Gigi Kwik Gronvall and Rachel West write:

Ten months into the SARS-CoV-2 pandemic, there is mounting frustration that life is not back to “normal.” Many U.S. schools and businesses remain closed, people are hesitant to fly and enjoy vacations, and in many places, restaurants and indoor activities are sharply limited, with severe economic consequences.

With patience wearing thin, it may be tempting to consider policies that give us a return to normalcy, whatever the consequences.

This wishful thinking describes the recent political consideration of herd immunity, a public health term that refers to the threshold at which enough people in a community are immune to an infectious disease so it cannot spread if reintroduced. Historically, herd immunity has been achieved only through the use of vaccines. Trying to achieve herd immunity against SARS-CoV-2, the virus that causes Covid-19, without a vaccine is an idea that has come into vogue. But it is a misguided and dangerous approach that would not bring life back to normal, and would lead to the deaths of 500,000 or more Americans.

Department of Health and Human Services Secretary Alex Azar testified last week that “herd immunity is not the strategy of the U.S. government.” Yet President Trump has asserted that with increased SARS-CoV-2 spread “you’ll develop herd — like a herd mentality.

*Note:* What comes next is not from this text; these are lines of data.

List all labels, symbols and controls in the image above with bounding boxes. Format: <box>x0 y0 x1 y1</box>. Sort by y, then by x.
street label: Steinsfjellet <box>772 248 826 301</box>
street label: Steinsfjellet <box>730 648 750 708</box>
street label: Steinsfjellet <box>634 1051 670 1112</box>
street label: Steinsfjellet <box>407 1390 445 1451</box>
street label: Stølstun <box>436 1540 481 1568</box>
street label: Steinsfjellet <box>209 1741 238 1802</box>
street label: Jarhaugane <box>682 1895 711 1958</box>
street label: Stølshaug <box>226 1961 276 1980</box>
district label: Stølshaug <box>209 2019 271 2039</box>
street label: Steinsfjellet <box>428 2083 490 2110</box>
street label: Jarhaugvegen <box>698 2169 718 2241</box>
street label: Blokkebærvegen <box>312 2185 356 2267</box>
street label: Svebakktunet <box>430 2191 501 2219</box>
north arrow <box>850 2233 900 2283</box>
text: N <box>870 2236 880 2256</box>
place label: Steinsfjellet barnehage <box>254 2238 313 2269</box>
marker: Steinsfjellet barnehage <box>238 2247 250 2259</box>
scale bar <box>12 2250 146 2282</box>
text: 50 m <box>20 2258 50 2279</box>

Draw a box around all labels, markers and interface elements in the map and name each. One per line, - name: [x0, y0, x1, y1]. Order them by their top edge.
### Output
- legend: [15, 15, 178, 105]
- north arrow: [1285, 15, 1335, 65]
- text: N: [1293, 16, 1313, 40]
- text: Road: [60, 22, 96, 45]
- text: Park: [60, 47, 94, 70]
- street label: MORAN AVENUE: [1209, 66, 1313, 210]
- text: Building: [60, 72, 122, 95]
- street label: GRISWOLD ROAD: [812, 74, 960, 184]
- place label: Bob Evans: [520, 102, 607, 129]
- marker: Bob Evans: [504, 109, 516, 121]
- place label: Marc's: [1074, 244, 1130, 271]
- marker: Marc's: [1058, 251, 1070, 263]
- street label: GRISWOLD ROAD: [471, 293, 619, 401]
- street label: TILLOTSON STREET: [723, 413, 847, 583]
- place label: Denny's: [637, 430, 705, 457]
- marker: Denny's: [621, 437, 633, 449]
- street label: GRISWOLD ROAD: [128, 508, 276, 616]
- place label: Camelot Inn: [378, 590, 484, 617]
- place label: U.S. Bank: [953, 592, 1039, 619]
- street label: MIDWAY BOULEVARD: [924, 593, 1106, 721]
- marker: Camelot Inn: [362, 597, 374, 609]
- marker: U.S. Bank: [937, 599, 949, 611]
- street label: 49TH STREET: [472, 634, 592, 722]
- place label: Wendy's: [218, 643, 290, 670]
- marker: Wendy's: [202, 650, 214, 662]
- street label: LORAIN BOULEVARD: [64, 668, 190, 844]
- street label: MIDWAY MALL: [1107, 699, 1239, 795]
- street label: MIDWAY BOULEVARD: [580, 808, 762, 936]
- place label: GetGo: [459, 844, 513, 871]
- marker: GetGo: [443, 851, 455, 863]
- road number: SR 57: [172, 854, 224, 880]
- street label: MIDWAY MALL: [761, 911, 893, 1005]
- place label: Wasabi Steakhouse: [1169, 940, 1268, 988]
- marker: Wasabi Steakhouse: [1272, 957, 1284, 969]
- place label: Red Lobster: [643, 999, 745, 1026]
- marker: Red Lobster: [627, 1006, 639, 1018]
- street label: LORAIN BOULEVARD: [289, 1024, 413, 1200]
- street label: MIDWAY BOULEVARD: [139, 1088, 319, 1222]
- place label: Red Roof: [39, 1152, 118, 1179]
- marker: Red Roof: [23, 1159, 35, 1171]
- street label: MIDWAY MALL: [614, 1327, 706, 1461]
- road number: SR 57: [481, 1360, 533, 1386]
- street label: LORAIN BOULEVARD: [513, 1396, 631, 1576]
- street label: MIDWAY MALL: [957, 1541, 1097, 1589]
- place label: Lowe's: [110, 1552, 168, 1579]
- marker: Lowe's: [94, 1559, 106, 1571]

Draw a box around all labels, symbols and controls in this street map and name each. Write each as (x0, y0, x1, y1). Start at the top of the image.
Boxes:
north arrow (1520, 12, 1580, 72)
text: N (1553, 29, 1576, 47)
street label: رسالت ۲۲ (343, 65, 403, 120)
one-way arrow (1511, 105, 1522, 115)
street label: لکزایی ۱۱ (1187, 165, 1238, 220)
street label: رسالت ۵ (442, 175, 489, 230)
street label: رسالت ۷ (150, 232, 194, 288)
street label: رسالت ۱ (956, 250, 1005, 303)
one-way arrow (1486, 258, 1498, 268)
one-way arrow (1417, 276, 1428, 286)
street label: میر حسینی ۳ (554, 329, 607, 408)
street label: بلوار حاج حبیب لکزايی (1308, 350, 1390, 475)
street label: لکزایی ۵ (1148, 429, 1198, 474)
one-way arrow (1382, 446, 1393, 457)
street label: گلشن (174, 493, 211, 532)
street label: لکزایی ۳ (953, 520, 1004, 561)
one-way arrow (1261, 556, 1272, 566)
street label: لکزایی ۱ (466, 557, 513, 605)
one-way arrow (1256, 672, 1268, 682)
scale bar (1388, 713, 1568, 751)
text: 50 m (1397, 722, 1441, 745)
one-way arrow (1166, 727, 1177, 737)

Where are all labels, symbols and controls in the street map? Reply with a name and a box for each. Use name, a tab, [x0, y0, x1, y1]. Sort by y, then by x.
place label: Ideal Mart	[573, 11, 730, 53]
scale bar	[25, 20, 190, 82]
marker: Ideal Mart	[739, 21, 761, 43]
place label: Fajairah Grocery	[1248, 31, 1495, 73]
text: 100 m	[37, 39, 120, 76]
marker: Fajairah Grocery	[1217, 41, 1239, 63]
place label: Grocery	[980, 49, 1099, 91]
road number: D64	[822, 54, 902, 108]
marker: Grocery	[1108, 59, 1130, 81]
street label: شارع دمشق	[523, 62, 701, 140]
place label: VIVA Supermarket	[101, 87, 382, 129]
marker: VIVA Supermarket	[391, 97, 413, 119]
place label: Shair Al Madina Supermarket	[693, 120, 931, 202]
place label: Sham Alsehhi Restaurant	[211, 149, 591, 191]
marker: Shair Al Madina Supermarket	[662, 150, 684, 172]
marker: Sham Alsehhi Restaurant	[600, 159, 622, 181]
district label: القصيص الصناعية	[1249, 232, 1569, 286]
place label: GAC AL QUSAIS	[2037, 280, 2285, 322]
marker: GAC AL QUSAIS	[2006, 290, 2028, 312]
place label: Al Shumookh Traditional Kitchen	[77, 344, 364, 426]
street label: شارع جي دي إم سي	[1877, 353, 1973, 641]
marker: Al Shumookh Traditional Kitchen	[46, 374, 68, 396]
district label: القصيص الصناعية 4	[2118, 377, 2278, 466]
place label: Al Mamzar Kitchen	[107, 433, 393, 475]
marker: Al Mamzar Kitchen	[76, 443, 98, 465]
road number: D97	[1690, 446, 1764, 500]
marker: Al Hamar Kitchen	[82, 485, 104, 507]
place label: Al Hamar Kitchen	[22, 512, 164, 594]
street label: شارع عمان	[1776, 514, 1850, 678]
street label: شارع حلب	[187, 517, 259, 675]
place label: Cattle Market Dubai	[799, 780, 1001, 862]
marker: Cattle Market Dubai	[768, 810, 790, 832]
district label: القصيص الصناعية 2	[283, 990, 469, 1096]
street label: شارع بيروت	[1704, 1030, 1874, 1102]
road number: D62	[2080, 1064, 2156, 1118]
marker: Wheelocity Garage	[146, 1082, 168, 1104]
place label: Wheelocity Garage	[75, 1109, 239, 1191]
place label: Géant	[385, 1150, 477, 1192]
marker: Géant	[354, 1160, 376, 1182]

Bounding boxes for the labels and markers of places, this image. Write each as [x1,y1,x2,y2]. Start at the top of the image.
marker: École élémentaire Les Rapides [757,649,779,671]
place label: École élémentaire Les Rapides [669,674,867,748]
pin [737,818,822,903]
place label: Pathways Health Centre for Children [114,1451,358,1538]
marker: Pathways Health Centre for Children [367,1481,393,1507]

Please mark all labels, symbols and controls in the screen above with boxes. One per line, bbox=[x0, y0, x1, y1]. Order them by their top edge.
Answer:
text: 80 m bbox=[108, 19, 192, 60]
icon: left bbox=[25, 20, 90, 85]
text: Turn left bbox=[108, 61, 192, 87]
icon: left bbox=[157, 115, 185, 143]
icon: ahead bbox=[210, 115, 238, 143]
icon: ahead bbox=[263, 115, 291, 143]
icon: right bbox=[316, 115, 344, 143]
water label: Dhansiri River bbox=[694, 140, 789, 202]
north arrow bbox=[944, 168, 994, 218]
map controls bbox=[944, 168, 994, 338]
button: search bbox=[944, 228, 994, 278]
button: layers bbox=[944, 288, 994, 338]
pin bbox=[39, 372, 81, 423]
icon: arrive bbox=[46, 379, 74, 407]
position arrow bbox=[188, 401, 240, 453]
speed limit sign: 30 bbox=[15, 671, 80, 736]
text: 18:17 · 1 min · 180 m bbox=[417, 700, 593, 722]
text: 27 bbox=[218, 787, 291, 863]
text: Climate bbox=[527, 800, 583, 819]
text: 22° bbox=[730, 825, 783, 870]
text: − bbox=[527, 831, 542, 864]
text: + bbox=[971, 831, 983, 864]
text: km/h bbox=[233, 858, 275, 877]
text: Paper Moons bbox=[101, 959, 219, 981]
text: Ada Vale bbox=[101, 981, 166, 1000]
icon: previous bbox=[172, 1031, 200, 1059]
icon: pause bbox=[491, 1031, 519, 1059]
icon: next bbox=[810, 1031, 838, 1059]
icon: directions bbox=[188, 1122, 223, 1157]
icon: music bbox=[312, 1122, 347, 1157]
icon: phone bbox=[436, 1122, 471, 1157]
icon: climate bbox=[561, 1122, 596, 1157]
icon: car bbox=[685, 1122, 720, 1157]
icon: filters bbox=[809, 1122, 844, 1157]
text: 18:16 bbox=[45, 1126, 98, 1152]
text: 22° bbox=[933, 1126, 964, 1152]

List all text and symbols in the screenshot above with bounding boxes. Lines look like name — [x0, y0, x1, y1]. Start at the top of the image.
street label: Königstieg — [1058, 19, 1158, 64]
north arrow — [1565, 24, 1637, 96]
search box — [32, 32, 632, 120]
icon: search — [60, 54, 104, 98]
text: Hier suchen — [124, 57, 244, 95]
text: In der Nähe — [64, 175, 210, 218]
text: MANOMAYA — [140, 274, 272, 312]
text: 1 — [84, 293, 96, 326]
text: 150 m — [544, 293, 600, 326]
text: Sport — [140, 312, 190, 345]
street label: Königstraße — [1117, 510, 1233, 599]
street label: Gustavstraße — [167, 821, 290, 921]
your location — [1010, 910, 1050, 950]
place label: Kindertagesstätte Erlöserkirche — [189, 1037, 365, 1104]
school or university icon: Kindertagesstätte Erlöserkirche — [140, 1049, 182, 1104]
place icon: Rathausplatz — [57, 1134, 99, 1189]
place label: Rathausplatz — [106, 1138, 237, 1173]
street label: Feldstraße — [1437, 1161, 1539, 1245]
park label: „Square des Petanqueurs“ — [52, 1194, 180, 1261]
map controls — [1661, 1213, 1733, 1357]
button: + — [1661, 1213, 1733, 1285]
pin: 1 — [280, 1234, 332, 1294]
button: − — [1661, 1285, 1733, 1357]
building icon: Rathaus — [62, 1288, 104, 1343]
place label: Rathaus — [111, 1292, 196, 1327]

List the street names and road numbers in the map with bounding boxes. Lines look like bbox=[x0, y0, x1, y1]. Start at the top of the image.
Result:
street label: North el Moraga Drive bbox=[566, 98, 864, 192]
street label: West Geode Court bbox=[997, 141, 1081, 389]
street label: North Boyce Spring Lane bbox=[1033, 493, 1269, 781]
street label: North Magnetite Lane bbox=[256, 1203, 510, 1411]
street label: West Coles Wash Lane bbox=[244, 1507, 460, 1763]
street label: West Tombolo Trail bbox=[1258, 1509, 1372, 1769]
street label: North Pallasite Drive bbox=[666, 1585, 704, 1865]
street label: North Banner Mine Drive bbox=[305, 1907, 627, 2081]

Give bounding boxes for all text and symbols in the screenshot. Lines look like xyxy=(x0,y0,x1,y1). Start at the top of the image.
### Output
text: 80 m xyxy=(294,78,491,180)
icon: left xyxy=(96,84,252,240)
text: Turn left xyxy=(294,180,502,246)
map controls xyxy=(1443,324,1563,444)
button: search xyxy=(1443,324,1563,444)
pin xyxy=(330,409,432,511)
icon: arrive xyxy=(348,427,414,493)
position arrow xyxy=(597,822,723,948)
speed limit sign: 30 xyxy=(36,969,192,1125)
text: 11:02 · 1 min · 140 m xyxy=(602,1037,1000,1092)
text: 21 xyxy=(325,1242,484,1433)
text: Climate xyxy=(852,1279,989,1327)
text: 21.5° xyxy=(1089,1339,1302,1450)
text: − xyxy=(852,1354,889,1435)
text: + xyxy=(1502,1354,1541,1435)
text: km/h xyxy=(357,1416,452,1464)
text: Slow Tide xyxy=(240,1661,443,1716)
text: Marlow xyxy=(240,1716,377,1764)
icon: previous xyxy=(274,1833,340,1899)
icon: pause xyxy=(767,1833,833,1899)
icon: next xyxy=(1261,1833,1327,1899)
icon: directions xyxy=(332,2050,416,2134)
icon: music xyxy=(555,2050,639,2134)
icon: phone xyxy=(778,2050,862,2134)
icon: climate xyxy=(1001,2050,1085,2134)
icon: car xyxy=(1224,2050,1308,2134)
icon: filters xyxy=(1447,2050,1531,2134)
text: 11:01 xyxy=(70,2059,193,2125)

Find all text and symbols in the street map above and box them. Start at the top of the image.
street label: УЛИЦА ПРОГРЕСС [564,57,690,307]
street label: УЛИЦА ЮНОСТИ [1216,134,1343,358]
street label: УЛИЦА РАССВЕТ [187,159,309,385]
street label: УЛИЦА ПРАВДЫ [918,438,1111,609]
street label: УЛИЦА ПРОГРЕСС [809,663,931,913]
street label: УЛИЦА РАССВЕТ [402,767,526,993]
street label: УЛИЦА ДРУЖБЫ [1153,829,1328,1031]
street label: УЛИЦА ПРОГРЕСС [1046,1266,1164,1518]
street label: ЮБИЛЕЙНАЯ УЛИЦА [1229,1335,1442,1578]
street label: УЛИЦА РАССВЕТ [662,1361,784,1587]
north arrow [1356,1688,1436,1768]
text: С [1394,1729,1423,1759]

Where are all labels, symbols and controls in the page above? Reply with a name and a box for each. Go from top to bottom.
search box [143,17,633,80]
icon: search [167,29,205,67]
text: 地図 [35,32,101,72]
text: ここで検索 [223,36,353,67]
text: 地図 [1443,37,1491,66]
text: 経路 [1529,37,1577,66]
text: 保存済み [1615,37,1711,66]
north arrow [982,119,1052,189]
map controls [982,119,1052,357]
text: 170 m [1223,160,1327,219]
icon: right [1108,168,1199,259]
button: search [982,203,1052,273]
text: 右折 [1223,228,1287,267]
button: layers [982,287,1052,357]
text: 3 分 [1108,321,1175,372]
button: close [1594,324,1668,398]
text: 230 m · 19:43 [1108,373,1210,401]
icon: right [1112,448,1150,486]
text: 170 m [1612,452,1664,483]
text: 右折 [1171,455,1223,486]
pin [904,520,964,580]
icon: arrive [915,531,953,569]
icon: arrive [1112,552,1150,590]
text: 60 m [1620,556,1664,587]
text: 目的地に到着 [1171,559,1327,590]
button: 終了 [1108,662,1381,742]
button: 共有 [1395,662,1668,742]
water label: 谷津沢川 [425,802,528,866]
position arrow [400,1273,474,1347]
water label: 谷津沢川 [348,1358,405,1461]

It’s going to be — it’s going to be herd developed — and that’s going to happen.” Scott Atlas, an adviser on the White House Coronavirus Task Force, has espoused such a plan.

It has also been reported that the White House “embraces” the Great Barrington Declaration, a statement written by three infectious disease researchers who have since been joined the thousands of co-signers. This political statement, funded by the American Institute for Economic Research, a libertarian think tank, calls for allowing “those who are at minimal risk of death to live their lives normally to build up immunity to the virus through natural infection, while better protecting those who are at highest risk,” until many people are infected by SARS-CoV-2 and recover — achieving the herd immunity threshold.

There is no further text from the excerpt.